Une meilleure compréhension de la différence des niveaux de pauvreté au sein des ménages pourrait avoir un impact positif et significatif sur les politiques publiques. Par exemple, cela pourrait être décisif pour cibler plus efficacement les programmes de protection sociale. Si certains groupes d’individus – tels que les femmes, les enfants, les personnes âgées, les enfants placés en famille d’accueil ou les coépouses dans les mariages polygames – sont plus pauvres que d’autres individus vivant dans les mêmes ménages, les approches existantes pour cibler les ménages pourraient facilement manquer une grande partie de la population pauvre.
De même, si la malnutrition est principalement ou en partie due à l’allocation inégale des ressources au sein des ménages, les approches existantes visant à améliorer les résultats nutritionnels en augmentant l’offre et l’accès à la nourriture peuvent s’avérer insuffisantes. Dans ce cas, elles devraient être complétées par des interventions ciblant directement les règles ou les traditions qui déterminent l’inégalité au sein des ménages – le projet de nutrition du Rajasthan est un exemple de ce type d’approche.
Les mesures de la pauvreté monétaire sont généralement basées sur la consommation, et les enquêtes sur les ménages recueillent le plus souvent des données sur la consommation du ménage dans son ensemble, plutôt que sur les membres individuels du ménage. Par conséquent, les individus sont classés comme pauvres ou non pauvres en fonction du statut de pauvreté du ménage dans lequel ils vivent, c’est-à-dire en fonction de la consommation du ménage par habitant. Cela pose un problème s’il existe une inégalité de consommation entre les personnes au sein même des ménages.

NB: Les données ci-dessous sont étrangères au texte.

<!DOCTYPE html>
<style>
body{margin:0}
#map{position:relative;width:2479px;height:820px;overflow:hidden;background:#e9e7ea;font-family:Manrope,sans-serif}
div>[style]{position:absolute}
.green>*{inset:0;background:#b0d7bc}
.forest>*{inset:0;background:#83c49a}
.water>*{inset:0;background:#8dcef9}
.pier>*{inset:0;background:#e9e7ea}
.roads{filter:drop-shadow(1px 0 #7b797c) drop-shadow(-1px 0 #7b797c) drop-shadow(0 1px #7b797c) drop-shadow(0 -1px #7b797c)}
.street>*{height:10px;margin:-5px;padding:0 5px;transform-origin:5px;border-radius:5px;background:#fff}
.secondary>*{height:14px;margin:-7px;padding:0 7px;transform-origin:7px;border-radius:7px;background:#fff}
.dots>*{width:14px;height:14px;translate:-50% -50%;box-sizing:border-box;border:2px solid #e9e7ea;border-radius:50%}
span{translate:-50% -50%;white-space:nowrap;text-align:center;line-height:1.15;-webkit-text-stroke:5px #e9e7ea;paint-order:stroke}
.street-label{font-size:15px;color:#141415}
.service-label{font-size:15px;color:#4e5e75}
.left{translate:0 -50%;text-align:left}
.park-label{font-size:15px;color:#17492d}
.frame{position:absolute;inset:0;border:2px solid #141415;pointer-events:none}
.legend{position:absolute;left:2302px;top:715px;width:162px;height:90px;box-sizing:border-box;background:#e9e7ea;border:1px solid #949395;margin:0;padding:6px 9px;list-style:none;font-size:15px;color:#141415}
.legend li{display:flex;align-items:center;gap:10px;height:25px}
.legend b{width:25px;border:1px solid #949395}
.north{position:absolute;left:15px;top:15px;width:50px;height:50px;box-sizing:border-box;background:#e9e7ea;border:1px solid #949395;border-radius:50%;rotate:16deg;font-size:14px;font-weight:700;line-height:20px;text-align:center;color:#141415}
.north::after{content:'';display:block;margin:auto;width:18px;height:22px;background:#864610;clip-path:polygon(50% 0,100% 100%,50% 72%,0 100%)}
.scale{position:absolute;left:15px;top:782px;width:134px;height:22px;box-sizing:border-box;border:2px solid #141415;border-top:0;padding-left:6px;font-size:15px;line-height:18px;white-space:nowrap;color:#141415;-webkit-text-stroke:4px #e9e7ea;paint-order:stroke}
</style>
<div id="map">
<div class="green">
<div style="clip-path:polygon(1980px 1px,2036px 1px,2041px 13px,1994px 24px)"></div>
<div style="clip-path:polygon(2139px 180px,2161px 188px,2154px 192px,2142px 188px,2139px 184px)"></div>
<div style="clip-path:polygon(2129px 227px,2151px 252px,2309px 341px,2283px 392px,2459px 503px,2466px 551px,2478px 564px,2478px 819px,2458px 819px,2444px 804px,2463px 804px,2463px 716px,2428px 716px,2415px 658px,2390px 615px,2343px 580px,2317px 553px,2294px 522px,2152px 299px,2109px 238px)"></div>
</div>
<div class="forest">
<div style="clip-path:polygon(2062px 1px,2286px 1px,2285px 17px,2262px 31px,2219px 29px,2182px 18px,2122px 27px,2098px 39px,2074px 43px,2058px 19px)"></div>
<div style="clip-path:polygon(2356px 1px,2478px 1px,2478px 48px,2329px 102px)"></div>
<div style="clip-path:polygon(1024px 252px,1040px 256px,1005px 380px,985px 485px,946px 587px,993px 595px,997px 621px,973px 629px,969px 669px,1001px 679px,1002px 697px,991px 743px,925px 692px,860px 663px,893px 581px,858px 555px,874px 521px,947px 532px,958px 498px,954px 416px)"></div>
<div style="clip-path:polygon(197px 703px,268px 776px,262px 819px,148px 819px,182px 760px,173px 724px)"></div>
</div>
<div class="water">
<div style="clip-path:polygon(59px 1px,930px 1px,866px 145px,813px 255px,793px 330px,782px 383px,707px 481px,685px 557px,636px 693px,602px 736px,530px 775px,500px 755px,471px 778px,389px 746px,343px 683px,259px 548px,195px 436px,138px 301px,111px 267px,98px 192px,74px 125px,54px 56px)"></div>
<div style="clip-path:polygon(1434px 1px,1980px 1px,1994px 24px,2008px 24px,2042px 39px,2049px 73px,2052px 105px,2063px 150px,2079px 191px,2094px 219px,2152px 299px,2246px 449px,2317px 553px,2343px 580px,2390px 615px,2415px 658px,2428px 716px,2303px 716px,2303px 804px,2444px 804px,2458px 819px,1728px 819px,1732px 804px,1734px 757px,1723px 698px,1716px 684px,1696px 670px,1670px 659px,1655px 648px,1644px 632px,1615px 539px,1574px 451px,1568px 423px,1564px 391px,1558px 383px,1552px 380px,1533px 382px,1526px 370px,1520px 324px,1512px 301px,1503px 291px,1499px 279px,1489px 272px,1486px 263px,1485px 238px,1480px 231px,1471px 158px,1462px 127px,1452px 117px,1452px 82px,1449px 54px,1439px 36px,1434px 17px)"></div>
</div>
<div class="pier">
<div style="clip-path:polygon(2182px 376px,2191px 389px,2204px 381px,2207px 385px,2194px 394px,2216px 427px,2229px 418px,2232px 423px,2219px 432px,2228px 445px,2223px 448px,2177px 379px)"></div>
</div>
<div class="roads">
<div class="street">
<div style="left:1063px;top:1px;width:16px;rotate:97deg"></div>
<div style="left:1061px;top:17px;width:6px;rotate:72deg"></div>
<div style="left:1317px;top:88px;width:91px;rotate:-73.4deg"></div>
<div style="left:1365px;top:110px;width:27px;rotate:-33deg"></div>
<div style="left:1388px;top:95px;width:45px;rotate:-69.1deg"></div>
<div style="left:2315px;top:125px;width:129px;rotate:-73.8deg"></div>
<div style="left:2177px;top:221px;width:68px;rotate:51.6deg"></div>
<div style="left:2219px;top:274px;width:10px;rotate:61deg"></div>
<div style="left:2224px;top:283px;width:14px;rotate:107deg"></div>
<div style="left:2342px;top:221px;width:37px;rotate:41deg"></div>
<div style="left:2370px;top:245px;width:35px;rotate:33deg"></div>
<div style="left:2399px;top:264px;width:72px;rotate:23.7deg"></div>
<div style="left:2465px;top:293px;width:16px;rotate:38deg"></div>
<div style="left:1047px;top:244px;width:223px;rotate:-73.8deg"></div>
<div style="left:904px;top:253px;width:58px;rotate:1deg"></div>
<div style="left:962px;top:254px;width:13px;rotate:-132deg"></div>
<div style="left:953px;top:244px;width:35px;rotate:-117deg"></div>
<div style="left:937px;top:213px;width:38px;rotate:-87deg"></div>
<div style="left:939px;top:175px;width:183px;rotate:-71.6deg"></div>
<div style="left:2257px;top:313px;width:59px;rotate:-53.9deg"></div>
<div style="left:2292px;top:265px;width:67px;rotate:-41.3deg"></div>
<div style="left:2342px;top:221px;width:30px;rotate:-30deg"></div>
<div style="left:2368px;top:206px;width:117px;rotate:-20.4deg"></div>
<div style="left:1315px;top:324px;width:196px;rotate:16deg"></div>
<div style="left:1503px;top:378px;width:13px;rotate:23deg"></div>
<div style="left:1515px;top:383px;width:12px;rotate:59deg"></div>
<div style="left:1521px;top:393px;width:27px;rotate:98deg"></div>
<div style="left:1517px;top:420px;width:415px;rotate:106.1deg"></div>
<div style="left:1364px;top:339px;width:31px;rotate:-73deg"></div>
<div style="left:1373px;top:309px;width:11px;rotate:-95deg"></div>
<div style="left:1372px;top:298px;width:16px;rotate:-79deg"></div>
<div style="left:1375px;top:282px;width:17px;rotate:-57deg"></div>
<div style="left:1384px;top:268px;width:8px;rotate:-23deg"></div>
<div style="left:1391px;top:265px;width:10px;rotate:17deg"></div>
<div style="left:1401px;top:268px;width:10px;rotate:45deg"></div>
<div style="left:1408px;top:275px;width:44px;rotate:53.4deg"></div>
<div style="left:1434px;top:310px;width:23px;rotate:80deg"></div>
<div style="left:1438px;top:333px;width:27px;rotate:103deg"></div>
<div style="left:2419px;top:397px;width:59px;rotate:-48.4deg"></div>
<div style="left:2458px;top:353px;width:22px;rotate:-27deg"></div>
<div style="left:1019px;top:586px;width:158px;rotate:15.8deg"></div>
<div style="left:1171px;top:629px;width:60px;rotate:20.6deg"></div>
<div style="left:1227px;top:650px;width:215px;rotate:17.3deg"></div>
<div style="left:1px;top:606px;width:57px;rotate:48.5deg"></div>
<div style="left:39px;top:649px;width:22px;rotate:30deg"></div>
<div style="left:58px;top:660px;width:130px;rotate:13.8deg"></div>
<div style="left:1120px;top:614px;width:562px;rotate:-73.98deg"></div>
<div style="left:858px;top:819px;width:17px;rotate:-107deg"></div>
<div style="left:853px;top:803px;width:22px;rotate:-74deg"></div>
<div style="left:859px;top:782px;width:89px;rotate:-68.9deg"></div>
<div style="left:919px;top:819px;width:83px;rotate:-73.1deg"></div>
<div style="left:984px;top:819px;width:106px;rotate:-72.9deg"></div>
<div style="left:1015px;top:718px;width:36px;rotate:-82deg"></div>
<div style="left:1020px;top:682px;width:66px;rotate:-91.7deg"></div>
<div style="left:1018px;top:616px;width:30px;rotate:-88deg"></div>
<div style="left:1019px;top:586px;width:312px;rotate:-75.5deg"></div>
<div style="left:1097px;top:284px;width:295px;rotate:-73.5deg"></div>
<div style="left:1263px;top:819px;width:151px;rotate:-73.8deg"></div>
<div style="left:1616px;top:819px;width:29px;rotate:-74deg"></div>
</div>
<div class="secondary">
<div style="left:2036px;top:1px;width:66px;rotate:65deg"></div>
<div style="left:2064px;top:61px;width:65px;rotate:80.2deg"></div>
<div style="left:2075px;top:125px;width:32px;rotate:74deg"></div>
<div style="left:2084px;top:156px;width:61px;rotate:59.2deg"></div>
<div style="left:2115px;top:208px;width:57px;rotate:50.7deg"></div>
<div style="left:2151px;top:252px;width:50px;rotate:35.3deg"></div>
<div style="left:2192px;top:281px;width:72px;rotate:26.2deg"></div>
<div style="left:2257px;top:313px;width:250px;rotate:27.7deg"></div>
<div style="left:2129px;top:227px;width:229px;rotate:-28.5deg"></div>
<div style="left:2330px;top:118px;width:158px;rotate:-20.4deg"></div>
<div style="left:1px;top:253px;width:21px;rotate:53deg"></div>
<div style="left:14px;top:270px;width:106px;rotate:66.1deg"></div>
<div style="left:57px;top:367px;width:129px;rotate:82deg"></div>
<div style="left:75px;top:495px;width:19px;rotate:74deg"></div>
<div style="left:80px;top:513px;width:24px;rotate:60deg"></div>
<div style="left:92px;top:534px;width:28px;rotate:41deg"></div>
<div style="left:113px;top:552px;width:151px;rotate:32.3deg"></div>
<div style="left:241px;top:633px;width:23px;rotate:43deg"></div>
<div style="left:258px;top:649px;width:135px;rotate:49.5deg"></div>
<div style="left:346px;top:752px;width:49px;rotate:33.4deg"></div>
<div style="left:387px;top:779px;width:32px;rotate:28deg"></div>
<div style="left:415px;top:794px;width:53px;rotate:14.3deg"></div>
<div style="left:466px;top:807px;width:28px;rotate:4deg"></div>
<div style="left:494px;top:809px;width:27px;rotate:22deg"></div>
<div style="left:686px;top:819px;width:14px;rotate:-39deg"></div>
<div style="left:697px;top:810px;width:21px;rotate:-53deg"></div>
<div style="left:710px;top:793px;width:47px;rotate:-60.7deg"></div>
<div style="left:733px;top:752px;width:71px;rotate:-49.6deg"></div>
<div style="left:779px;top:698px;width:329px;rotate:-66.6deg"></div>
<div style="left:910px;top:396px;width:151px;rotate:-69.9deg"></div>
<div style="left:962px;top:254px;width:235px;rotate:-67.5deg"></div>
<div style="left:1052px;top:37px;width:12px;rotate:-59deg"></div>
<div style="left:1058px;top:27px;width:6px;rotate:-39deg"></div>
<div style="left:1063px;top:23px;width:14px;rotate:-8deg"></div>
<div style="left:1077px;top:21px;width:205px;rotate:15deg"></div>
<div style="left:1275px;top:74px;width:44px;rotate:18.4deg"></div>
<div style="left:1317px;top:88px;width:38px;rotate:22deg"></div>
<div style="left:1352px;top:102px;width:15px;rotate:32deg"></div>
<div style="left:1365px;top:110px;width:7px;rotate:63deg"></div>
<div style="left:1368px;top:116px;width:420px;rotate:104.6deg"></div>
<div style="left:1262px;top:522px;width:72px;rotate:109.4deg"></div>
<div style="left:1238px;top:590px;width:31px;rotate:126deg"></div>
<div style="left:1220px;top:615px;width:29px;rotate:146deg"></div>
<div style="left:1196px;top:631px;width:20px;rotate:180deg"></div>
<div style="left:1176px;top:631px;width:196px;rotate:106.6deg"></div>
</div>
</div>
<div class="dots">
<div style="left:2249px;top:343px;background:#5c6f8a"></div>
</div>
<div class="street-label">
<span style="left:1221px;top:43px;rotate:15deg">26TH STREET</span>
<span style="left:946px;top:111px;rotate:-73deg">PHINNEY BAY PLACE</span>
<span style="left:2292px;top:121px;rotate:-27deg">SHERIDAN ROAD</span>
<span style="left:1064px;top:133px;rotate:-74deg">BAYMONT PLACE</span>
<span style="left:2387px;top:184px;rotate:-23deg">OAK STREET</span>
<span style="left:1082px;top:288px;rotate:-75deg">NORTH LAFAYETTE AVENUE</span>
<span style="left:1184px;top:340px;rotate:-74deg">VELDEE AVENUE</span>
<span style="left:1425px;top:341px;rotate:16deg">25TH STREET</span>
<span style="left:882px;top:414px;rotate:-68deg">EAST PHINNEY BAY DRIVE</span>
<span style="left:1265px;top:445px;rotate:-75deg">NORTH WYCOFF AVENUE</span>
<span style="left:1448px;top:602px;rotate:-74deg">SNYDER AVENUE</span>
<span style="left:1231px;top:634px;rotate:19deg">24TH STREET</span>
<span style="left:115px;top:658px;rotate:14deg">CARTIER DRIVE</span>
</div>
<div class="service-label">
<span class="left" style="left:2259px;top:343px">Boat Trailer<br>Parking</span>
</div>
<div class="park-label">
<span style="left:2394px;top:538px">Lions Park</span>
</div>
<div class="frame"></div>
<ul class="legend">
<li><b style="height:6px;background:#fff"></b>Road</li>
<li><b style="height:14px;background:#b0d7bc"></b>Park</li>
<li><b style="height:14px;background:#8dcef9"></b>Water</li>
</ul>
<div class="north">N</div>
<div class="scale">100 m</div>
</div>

Mais mesurer les différences de consommation entre les hommes, les femmes et les enfants vivant dans un seul ménage n’est pas chose aisée, notamment en raison de la manière dont les enquêtes sur les ménages recueillent les données sur la consommation. Nous ne disposons pas de méthodes suffisamment rentables pour déterminer qui, dans un ménage, consomme quelle quantité de chaque bien de consommation, en particulier dans le cas de repas et de denrées alimentaires partagés.
Prenons l’exemple d’une bouteille de lait. S’il est facile de recueillir des informations sur les dépenses d’un ménage en lait, il n’est généralement pas possible de mesurer la consommation de lait de chaque individu, que ce soit via un enquêteur ou en demandant à chaque membre du ménage de mesurer et d’enregistrer sa consommation de lait.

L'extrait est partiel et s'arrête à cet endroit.